Mohon tunggu...
Sosbud Pilihan

Melangkah dari Ketertinggalan Daerah Menuju Indonesia Maju dan Sejahtera

16 Oktober 2017   08:45 Diperbarui: 16 Oktober 2017   09:17 2390
+
Laporkan Konten
Laporkan Akun
Kompasiana adalah platform blog. Konten ini menjadi tanggung jawab bloger dan tidak mewakili pandangan redaksi Kompas.
Lihat foto
Bagikan ide kreativitasmu dalam bentuk konten di Kompasiana | Sumber gambar: Freepik

Daerah Tertinggal adalah daerah kabupaten yang wilayah serta masyarakatnya kurang berkembang dibandingkan dengan daerah lain dalam skala nasional. Berdasarkan Peraturan Menteri Desa Pembangunan Daerah Tertinggal, dan Transmigrasi Republik Indonesia No. 3 Tahun 2016 tentang Petunjuk Teknis Penentuan Indikator dalam Penetapan Daerah Tertinggal Secara Nasional terdapat indikator yang digunakan untuk menentukan ketertinggalan kabupaten dalam rencana pembangunan jangka menengah (RPJMN) 2009-2014 yang terdiri dari 27 indikator dan dikelompokan dalam enam kriteria. Adapun kriteria yang dimaksud adalah ekonomi, sumber daya manusia, infrastruktur, aksesibilitas, karakteristik daerah, dan kapasitas keuangan daerah. 

Data yang digunakan sebagai representasi kriteria tersebut bersumber dari  Survei Potensi Desa (PODES), Data Survei Sosial Ekonomi Nasional (SUSENAS), dan Kemampuan Keuangan Daerah (KKD). PODES dan SUSENAS merupakan survei yang dilakukan oleh Badan Pusat Statistik (BPS). PODES sendiri dilakukan sebanyak tiga kali dalam kurun waktu sepuluh tahun sebagai bagian dari rangkaian kegiatan sensus secara independen. Sedangkan SUSENAS dilakukan setiap tahunnya untuk mengumpulkan informasi/data di bidang kependudukan, kesehatan, pendidikan, Keluarga Berencana, perumahan, serta konsumsi dan pengeluaran. Kemudian KKD bersumber dari Kementerian Keuangan berdasarkan efektifitas input dan output keuangan daerah tersebut.

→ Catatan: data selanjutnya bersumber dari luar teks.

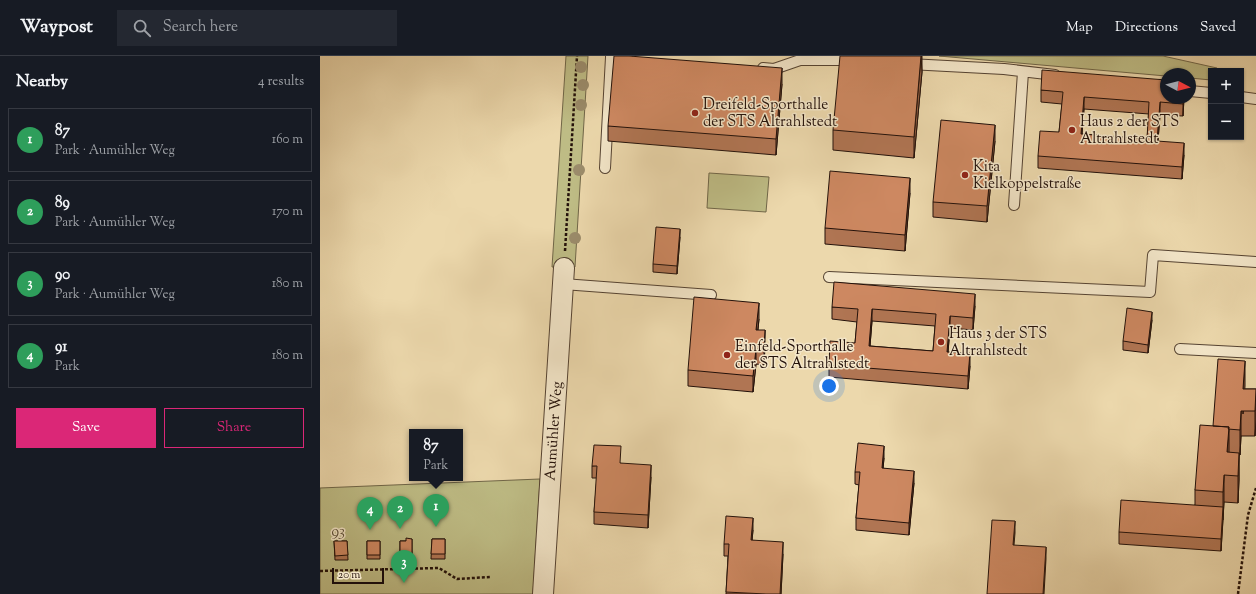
<!DOCTYPE html>
<meta charset="utf-8">
<style>
body{margin:0;font-family:"Sorts Mill Goudy",serif;background:#242831;color:#f1f3f6}
.controls{position:absolute;right:12px;top:12px;display:grid;overflow:hidden;border-radius:0px;box-shadow:0 1px 3px #0004}
.controls button{width:36px;height:36px;display:grid;place-items:center;padding:0;border:0;border-bottom:1px solid #363941;background:#171b24;color:#f1f3f6;font:20px sans-serif}
.compass{position:absolute;left:840px;top:12px;width:36px;height:36px;border-radius:50%;background:#171b24;box-shadow:0 1px 3px #0004;rotate:97deg}
.scale{position:absolute;left:12px;bottom:10px;width:52px;box-sizing:border-box;padding-left:4px;border:2px solid #23110a;border-top:0;font-size:11px;line-height:14px;white-space:nowrap;color:#23110a;-webkit-text-stroke:3px #f3e6c9;paint-order:stroke}
.you{position:absolute;left:509px;top:330px;width:14px;height:14px;margin:-10px;border:3px solid #fff;border-radius:50%;background:#1a73e8;box-shadow:0 0 0 6px #1a73e833}
.badge{display:grid;place-items:center;width:26px;height:26px;border-radius:50%;background:#db2777;color:#fff;font-size:13px;font-weight:700}
.pin{position:absolute;translate:-50% -33px;filter:drop-shadow(0 1px 2px #0008)}
.pin::after{content:'';position:absolute;top:21px;width:14px;height:12px;background:inherit;clip-path:polygon(0 0,100% 0,50% 100%)}
.popup{position:absolute;left:89px;top:373px;width:54px;height:52px;box-sizing:border-box;display:grid;place-content:center;border-radius:0px;background:#171b24;filter:drop-shadow(0 1px 3px #0005);font-size:13px;white-space:nowrap;color:#9ea1a6}
.popup b{font-size:15px;color:#f1f3f6}
.popup::after{content:'';position:absolute;left:50%;top:100%;margin-left:-8px;border:8px solid transparent;border-top-color:#171b24}
.list{margin:0;padding:0;list-style:none}
h2{display:flex;justify-content:space-between;align-items:center;height:52px;margin:0;padding:0 16px;font-size:17px}
h2 small{font-size:13px;font-weight:400;color:#9ea1a6}
.list li{display:grid;grid-template-columns:26px 1fr auto;gap:12px;align-items:center;box-sizing:border-box;height:64px;margin:0 8px 8px;padding:0 8px;border:1px solid #363941;border-radius:0px}
.list b{display:block;font-size:15px;white-space:nowrap}
.list p{margin:0;font-size:13px;white-space:nowrap;color:#9ea1a6}
.list em{font-size:13px;font-style:normal;color:#9ea1a6}
.actions{display:flex;gap:8px;padding:12px 16px}
.actions a{flex:1;padding:9px 0;border:1px solid #db2777;border-radius:0px;text-align:center;font-size:14px;color:#db2777}
.actions .main{background:#db2777;color:#fff}
.icon{flex:none;width:22px;height:22px;fill:none;stroke:currentColor;stroke-width:2;stroke-linecap:round;stroke-linejoin:round}
.map{position:relative;flex:none;width:936px;height:538px;overflow:hidden}
header{display:flex;align-items:center;gap:24px;box-sizing:border-box;height:56px;padding:0 20px;background:#171b24;border-bottom:1px solid #363941}
header strong{font-size:19px}
nav{display:flex;gap:22px;margin-inline-start:auto;font-size:14px}
.search{width:280px;height:36px;background:#242831;display:flex;align-items:center;gap:10px;box-sizing:border-box;padding:0 14px;border-radius:0px;color:#9ea1a6;font-size:15px}
main{display:flex}
aside{flex:1;background:#171b24}
.map>svg:first-child{display:block}
.green{fill:#bebc85;stroke:#706648}
.lines{fill:none;stroke-linecap:round;stroke-linejoin:round}
.lane-casing{stroke:#554332;stroke-width:12}
.street-casing{stroke:#554332;stroke-width:22}
.path{stroke:#23110a;stroke-width:2.5;stroke-dasharray:3 2;stroke-linecap:butt}
.lane{stroke:#f3e6c9;stroke-width:10}
.street{stroke:#f3e6c9;stroke-width:20}
.tree{fill:#9b8c6b}
.wall{fill:#b07553;stroke:#23110a;fill-rule:evenodd}
.shaded-wall{fill:#905f44;stroke:#23110a}
.building{fill:#cd8861;stroke:#23110a;fill-rule:evenodd}
.poi-dot{fill:#8f2418;stroke:#f3e6c9;stroke-width:1.5}
.labels{text-anchor:middle;stroke-width:3;stroke-linejoin:round;paint-order:stroke}
.poi-label{font-size:15px;fill:#23110a;stroke:#f3e6c9;text-anchor:start}
.street-label{font-size:15px;fill:#23110a;stroke:#f3e6c9}
.park-label{font-size:15px;font-style:italic;fill:#594d35;stroke:#f3e6c9}
</style>
<header>
<strong>Waypost</strong>
<div class="search"><svg class="icon" aria-label="search" viewBox="0 0 24 24"><circle cx="10" cy="10" r="6"/><path d="M15 15l6 6"/></svg>Search here</div>
<nav><a>Map</a><a>Directions</a><a>Saved</a></nav>
</header>
<main>
<aside>
<h2>Nearby<small>4 results</small></h2>
<ul class="list">
<li><span class="badge" style="background:#2e9e5b">1</span><div><b>87</b><p>Park · Aumühler Weg</p></div><em>160 m</em></li>
<li><span class="badge" style="background:#2e9e5b">2</span><div><b>89</b><p>Park · Aumühler Weg</p></div><em>170 m</em></li>
<li><span class="badge" style="background:#2e9e5b">3</span><div><b>90</b><p>Park · Aumühler Weg</p></div><em>180 m</em></li>
<li><span class="badge" style="background:#2e9e5b">4</span><div><b>91</b><p>Park</p></div><em>180 m</em></li>
</ul>
<div class="actions"><a class="main">Save</a><a>Share</a></div>
</aside>
<div class="map">
<svg width="936" height="538" viewBox="0 0 936 538">
<rect width="100%" height="100%" fill="#ecd8ac"/>
<filter id="stains"><feTurbulence type="fractalNoise" baseFrequency=".005" numOctaves="4"/><feColorMatrix values="0 0 0 0 .2 0 0 0 0 .09 0 0 0 0 .02 0 0 0 .5 -.17"/></filter>
<radialGradient id="worn" r=".72"><stop offset=".6" stop-color="#630" stop-opacity="0"/><stop offset="1" stop-color="#630" stop-opacity=".3"/></radialGradient>
<path class="green" d="M246 0H268L255 211H232Z
M619 0H843L897 12V15H891V24L870 22V18H846V20Z
M389 117 449 121 446 156 387 152Z
M220 423 213 538H0V432Z"/>
<g class="lines">
<g class="lane-casing">
<path id="lane" d="M589 8 684 13 735 19
M443 12 454 13 480 4H531
M870 35 891 37
M921 41 936 43
M285 112 291 1 307 2
M694 149 703 16
M509 221 830 236 833 199 936 206
M243 228 391 239
M860 293 936 297"/>
</g>
<g class="street-casing">
<path id="street" d="M223 538 244 212"/>
</g>
<path class="path" d="M245 195 257 0
M0 515 119 512 137 523 170 521
M918 538 928 459 936 432"/>
<use href="#lane" class="lane"/>
<use href="#street" class="street"/>
</g>
<g class="tree">
<circle cx="261" cy="11" r="6"/>
<circle cx="263" cy="29" r="6"/>
<circle cx="261" cy="49" r="6"/>
<circle cx="259" cy="114" r="6"/>
<circle cx="255" cy="182" r="6"/>
</g>
<path class="wall" d="M602 0V16L594 102 513 94V74Z
M462 28 456 99 288 85V70Z
M721 34 864 42 863 60 840 59 838 85 864 99 862 123 718 112V100L739 76 742 48 721 46ZM764 53 829 58 827 83 762 78Z
M675 85 667 166 613 161V146Z
M590 137 585 195 505 188V172Z
M360 181 357 218 333 216V208Z
M655 250 653 274 630 272 628 296 650 310 648 333 509 321V309L535 287 537 266 512 263V251ZM552 265 615 270 613 295 550 290Z
M439 263 438 274 445 290 444 309 436 308 433 336 368 330V314Z
M832 264 828 297 803 294V285Z
M925 333H936V365L935 380H921L920 399H919V424L918 447 904 446 901 495 799 488V476L875 449V434L893 370Z
M564 402 563 412 594 427 589 479 536 474V462L539 429 535 428V416Z
M300 407 331 421 328 472 274 468V456L277 422H272V410Z
M433 474 432 484 463 498 461 538H406L408 500H404V488Z
M92 483V503H80V485H86Z
M112 483H125V503H111Z
M14 485H27L28 504H15Z
M47 485H60V503H47Z"/>
<path class="shaded-wall" d="M601 0 602 16 594 102V81Z
M462 12V28L456 99V83Z
M764 41V53L761 90V78Z
M863 42H864L863 60Z
M840 46V59L837 97V85Z
M675 69V85L667 166V150Z
M864 87V99L862 123V111Z
M590 122V137L585 195V179Z
M360 173V181L357 218V210Z
M655 238V250L653 274V262Z
M439 247V263L436 289V274Z
M552 253V265L549 302V290Z
M832 256V264L828 297V289Z
M630 260V272L627 308V296Z
M445 274V290L444 309V293Z
M436 293V308L433 336V320Z
M650 297V310L648 333V320Z
M925 305V330L923 358V333Z
M936 340V365L935 380V355Z
M921 355V380L920 399V374Z
M909 371V398L907 396Z
M564 390V402L562 424V412Z
M919 397V424L918 447V420Z
M331 409V421L328 472V459Z
M594 415V427L589 479V467Z
M904 419V446L903 464V436Z
M903 451V464L901 495V483Z
M433 462V474L431 496V484Z
M695 465V477L693 501V489Z
M463 486V498L461 538H460Z
M726 491V503L724 538H723Z"/>
<path class="building" d="M294 0H309L462 12 456 83 288 70Z
M520 0H601L594 81 513 74Z
M722 14 846 24V42H863V48L840 46 837 85 864 87 862 111 718 100 720 75 739 76 743 36 721 34ZM764 41 829 46 827 83 761 78Z
M621 64 675 69 667 150 613 146Z
M510 115 590 122 585 179 505 172Z
M336 171 360 173 357 210 333 208Z
M514 226 655 238 653 262 630 260 627 296 650 297 648 320 509 309 510 285 535 287 538 253 512 251ZM552 253 616 258 613 295 549 290Z
M374 241 439 247 436 274H445L444 293H436L433 320 368 314Z
M807 252 832 256 828 289 803 285Z
M898 303 925 305 923 333H936L935 355H921L920 374 908 373 909 371 893 370Z
M880 369 909 371 907 396 919 397 918 420 904 419 903 436 875 434Z
M538 387 564 390 562 412 594 415 589 467 536 462 540 416H535Z
M274 389 301 390 300 407 331 409 328 459 274 456 277 410H272Z
M801 444 903 451 901 483 799 476Z
M406 460 433 462 431 484 463 486 460 538H446L406 536 409 488H404Z
M672 464 695 465 693 489 726 491 723 538H667Z
M86 482 92 483V499H80V485H86Z
M112 483H125V498H111Z
M14 485H27L28 499 15 500Z
M47 485H60V499H47Z"/>
<g class="poi-dot">
<circle cx="375" cy="57" r="4"/>
<circle cx="752" cy="74" r="4"/>
<circle cx="645" cy="119" r="4"/>
<circle cx="621" cy="286" r="4"/>
<circle cx="407" cy="299" r="4"/>
</g>
<g class="labels">
<g class="poi-label">
<text x="383" y="53">Dreifeld-Sporthalle<tspan x="383" dy="17">der STS Altrahlstedt</tspan></text>
<text x="760" y="70">Haus 2 der STS<tspan x="760" dy="17">Altrahlstedt</tspan></text>
<text x="653" y="115">Kita<tspan x="653" dy="17">Kielkoppelstraße</tspan></text>
<text x="629" y="282">Haus 3 der STS<tspan x="629" dy="17">Altrahlstedt</tspan></text>
<text x="415" y="295">Einfeld-Sporthalle<tspan x="415" dy="17">der STS Altrahlstedt</tspan></text>
</g>
<g class="street-label">
<text transform="translate(233 375) rotate(-86)" y="5">Aumühler Weg</text>
</g>
<g class="park-label">
<text x="18" y="480">93</text>
</g>
</g>
<rect width="100%" height="100%" filter="url(#stains)"/>
<rect width="100%" height="100%" fill="url(#worn)"/>
</svg>
<div class="controls">
<button>+</button>
<button>−</button>
</div>
<svg class="compass" viewBox="-18 -18 36 36"><path d="M0-13l5 13h-10z" fill="#e53935"/><path d="M0 13l5-13h-10z" fill="#9ea1a6"/></svg>
<div class="scale">20 m</div>
<div class="you"></div>
<div class="pin badge" style="left:116px;top:471px;background:#2e9e5b">1</div>
<div class="popup"><b>87</b>Park</div>
<div class="pin badge" style="left:80px;top:473px;background:#2e9e5b">2</div>
<div class="pin badge" style="left:84px;top:527px;background:#2e9e5b">3</div>
<div class="pin badge" style="left:50px;top:474px;background:#2e9e5b">4</div>
</div>
</main>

Setiap kriteria memiliki indikatornya masing-masing. Kriteria ekonomi memiliki bobot 20% dari total keseluruhan bobot kriteria. Artinya, kriteria ekonomi memiliki pengaruh sebesar 20% terhadap penetapan ketertinggalan sesuai dengan batas maksimum indeks secara nasional. Kriteria ekonomi terdiri dari dua indikator yaitu Persentase Penduduk Miskin dan Pengeluaran Konsumsi Per Kapita. Masing-masing indikator memiliki bobot 10%. Kriteria selanjutnya adalah Sumber Daya Manusia (SDM). Pada kriteria SDM, yang menjadi indikator antara lain Angka Harapan Hidup, Rata-rata Lama Sekolah, serta Angka Melek Huruf. 

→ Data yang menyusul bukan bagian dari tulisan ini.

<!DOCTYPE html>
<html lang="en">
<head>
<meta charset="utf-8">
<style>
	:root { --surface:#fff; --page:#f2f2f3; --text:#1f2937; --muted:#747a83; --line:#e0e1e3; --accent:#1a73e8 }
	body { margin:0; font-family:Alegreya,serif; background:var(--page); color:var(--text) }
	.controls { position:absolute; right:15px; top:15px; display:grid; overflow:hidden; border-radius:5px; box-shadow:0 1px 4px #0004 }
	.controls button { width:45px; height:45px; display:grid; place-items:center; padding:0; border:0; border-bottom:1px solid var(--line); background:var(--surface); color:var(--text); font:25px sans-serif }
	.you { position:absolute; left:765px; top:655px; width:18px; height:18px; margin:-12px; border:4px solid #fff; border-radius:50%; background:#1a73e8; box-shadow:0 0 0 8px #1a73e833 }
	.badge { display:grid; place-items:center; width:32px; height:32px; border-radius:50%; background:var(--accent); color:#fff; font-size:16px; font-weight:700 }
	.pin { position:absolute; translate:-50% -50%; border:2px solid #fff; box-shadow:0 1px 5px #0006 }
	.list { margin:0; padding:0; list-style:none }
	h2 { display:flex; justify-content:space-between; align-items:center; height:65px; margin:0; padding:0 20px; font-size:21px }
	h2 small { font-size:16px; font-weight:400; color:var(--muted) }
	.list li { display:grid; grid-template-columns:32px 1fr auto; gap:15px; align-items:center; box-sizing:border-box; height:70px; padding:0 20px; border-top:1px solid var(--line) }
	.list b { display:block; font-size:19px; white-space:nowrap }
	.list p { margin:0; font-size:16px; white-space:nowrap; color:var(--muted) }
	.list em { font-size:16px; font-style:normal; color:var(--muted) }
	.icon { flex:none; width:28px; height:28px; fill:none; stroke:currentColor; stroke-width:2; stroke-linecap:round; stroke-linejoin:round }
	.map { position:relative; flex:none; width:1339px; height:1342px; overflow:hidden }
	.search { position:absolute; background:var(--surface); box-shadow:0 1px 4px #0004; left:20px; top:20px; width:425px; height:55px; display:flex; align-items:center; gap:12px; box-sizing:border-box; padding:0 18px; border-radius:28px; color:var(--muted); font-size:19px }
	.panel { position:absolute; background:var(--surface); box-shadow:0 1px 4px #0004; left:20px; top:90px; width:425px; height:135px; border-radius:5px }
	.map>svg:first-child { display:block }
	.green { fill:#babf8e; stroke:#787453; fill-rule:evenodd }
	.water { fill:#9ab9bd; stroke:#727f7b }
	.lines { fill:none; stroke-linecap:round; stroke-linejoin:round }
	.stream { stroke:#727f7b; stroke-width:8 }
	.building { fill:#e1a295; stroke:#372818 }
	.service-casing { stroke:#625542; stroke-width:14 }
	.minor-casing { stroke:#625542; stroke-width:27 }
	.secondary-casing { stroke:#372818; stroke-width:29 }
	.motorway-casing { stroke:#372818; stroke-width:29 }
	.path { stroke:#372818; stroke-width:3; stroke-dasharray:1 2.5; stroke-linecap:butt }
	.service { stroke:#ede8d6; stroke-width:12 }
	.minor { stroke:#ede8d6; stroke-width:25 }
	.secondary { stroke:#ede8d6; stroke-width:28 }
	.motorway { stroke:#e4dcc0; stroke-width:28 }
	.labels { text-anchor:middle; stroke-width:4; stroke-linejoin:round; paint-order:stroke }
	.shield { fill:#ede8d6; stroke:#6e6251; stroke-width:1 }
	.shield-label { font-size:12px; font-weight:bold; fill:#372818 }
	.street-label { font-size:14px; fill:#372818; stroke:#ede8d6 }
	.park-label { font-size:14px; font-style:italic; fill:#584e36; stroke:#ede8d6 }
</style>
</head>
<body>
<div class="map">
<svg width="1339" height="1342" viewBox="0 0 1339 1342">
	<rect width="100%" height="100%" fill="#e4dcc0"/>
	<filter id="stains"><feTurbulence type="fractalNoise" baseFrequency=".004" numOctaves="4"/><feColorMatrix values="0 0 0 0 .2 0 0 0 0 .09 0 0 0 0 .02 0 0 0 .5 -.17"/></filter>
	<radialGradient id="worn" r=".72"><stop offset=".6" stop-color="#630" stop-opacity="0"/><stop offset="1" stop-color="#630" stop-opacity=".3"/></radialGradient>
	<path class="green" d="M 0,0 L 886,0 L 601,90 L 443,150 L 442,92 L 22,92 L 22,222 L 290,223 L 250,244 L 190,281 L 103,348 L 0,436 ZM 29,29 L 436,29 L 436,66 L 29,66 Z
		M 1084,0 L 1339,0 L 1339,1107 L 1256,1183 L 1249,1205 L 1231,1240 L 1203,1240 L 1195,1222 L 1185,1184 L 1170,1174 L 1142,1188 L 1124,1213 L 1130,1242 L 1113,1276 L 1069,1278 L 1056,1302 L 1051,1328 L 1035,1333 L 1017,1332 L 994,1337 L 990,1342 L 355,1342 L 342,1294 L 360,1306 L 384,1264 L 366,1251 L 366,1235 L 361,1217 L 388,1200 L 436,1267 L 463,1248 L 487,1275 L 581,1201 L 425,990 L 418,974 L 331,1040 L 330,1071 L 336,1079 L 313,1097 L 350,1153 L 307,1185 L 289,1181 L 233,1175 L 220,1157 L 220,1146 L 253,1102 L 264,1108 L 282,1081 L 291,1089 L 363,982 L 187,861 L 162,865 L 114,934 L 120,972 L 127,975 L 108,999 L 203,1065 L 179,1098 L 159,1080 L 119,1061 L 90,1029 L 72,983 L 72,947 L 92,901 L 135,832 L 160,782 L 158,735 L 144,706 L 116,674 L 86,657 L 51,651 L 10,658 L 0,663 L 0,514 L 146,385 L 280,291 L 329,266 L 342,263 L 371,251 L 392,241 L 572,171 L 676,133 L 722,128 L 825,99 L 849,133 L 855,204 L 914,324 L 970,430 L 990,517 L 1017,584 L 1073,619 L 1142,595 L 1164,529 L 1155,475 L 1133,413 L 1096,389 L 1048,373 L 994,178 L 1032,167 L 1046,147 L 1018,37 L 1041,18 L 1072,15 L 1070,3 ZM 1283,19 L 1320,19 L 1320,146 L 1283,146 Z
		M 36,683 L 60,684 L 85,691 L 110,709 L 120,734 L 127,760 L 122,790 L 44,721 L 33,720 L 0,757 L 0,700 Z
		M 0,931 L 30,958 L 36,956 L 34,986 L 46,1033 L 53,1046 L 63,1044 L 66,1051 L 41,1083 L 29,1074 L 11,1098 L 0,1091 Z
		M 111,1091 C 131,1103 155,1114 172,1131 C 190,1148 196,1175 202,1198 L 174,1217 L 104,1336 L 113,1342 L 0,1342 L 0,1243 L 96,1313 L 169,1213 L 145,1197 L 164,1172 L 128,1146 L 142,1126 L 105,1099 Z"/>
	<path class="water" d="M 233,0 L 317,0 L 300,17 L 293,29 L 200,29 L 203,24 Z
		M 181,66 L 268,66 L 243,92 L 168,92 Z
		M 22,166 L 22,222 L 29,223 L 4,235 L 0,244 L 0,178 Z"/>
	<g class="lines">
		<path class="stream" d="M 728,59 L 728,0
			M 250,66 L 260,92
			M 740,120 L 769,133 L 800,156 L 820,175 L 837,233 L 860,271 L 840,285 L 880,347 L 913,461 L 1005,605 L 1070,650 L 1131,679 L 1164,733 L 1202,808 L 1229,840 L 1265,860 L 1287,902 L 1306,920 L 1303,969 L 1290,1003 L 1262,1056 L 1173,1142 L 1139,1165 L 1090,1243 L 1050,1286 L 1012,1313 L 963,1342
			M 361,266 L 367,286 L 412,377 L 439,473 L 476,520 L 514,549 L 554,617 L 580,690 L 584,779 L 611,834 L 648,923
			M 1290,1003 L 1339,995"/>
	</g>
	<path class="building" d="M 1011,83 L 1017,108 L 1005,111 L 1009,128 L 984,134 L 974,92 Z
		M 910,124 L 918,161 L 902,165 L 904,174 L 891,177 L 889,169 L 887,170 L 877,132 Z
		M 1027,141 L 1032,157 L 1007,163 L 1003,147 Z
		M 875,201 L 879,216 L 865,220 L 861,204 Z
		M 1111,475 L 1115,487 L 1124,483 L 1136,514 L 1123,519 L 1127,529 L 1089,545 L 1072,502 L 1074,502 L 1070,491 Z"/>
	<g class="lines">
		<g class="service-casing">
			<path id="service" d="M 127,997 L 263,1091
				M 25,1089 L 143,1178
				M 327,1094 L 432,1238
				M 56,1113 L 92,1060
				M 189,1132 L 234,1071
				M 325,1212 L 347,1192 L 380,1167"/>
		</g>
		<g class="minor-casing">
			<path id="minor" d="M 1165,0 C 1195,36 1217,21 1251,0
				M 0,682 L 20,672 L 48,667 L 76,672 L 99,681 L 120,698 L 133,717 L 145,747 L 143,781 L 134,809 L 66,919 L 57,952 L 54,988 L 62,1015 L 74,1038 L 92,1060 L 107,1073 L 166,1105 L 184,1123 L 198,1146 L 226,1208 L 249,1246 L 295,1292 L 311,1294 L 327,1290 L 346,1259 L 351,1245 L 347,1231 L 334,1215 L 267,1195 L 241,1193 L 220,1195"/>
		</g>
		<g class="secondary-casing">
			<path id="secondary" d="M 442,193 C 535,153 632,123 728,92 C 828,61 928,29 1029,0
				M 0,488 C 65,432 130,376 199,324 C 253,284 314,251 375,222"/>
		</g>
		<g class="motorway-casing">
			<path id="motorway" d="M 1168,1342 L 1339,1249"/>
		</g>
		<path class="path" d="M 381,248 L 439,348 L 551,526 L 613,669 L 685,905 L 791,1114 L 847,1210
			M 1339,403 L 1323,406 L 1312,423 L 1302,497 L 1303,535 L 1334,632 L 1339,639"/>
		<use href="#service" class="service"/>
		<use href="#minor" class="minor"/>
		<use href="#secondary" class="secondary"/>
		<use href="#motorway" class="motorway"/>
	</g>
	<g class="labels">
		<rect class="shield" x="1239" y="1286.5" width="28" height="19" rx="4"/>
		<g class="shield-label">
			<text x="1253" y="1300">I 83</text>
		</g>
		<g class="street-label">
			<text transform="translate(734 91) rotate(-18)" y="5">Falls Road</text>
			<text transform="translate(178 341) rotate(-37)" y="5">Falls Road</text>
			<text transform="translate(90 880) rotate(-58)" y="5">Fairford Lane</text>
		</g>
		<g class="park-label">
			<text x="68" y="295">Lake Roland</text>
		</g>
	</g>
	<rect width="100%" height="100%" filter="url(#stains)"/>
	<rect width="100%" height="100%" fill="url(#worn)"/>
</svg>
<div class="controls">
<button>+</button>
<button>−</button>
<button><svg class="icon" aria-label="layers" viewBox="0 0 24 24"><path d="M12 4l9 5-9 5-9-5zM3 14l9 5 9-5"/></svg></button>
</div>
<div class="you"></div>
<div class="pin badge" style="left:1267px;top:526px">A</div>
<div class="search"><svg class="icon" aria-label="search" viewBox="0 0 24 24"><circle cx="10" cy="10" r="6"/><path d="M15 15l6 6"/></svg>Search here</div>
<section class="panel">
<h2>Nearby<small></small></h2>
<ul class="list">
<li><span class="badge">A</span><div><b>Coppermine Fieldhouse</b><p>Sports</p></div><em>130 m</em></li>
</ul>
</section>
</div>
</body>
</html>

Kriteria SDM memiliki bobot yang sama dengan dengan kriteria Ekonomi yaitu sebesar 20% akan tetapi indikator Angka Harapan Hidup memiliki pengaruh lebih besar pada kriteria SDM karena memiliki bobot 10% dibanding indikator lainnya yang hanya 5%. Infrastruktur merupakan kriteria ketiga yang berpengaruh terhadap suatu daerah sehingga daerah tersebut dapat dikelompokkan daerah tertinggal atau tidak. Kriteria Infrastruktur memiliki persentase bobot sebesar 20%. 

Untuk indikator yang dinilai dari kriteria Infrastruktur adalah Persentase Desa dengan Jenis Permukaan Jalan Utama Terluas Aspal/Beton (1,5%), Persentase Desa dengan Jenis Permukaan Jalan Utama Terluas Diperkeras (1,5%), Persentase Desa dengan Jenis Permukaan Jalan Utama Terluas Tanah (1,5%), Persentase Desa dengan Jenis Permukaan Jalan Utama Terluas Lainnya (1,5%), Persentase Rumah Tangga Pengguna Telepon (2%), Persentase Rumah Tangga Pengguna Listrik (2%), Persentase Rumah Tangga Pengguna Air Bersih (2%), Persentase Desa yang Mempunyai Pasar Tanpa Bangunan Permanen/Semi Permanen (2%), Jumlah Sarana dan Prasarana Kesehatan per 1000 Penduduk (2%), Jumlah Dokter per 1000 Penduduk (2%), Jumlah SD dan SMP per 1000 Penduduk (2%).

Kriteria keempat yaitu  Kapasitas Keuangan Daerah. Kriteria ini hanya memiliki satu indikator yaitu Kemampuan Keuangan Daerah. Persentase pada indikator ini adalah sebesar 10%. Aksesibilitas merupakan kriteria yang selanjutnya dinilai. Kriteria ini memiliki bobot 20%. Indikator yang diperhitungkan antara lain, Persentase Rata-rata Jarak Kantor desa ke Kantor Kabupaten yaitu 6,67%, Persentase Desa dengan Jarak ke Pelayanan Kesehatan > 5 KM adalah 6,67% dan Rata-rata Jarak dari Desa ke Pelayanan Pendidikan Dasar memiliki persentase 6,67%. Kriteria terakhir yang dapat menilai apakah suatu daerah dikatakan daerah tertinggal adalah Karakteristik Daerah itu sendiri. Kriteria ini memiliki persentase 10% dengan beberapa indikator. Indikator tersebut adalah Desa Gempa Bumi, Desa Tanah Longsor, Desa Banjir, Desa Bencana lainnya, Desa di Kawasan Hutan Lindung, Desa Berlahan Kritis, dan yang terakhir adalah Desa Konflik satu tahun terakhir. Indikator ini memiliki bobot masing-masing sebesar 1, 43%.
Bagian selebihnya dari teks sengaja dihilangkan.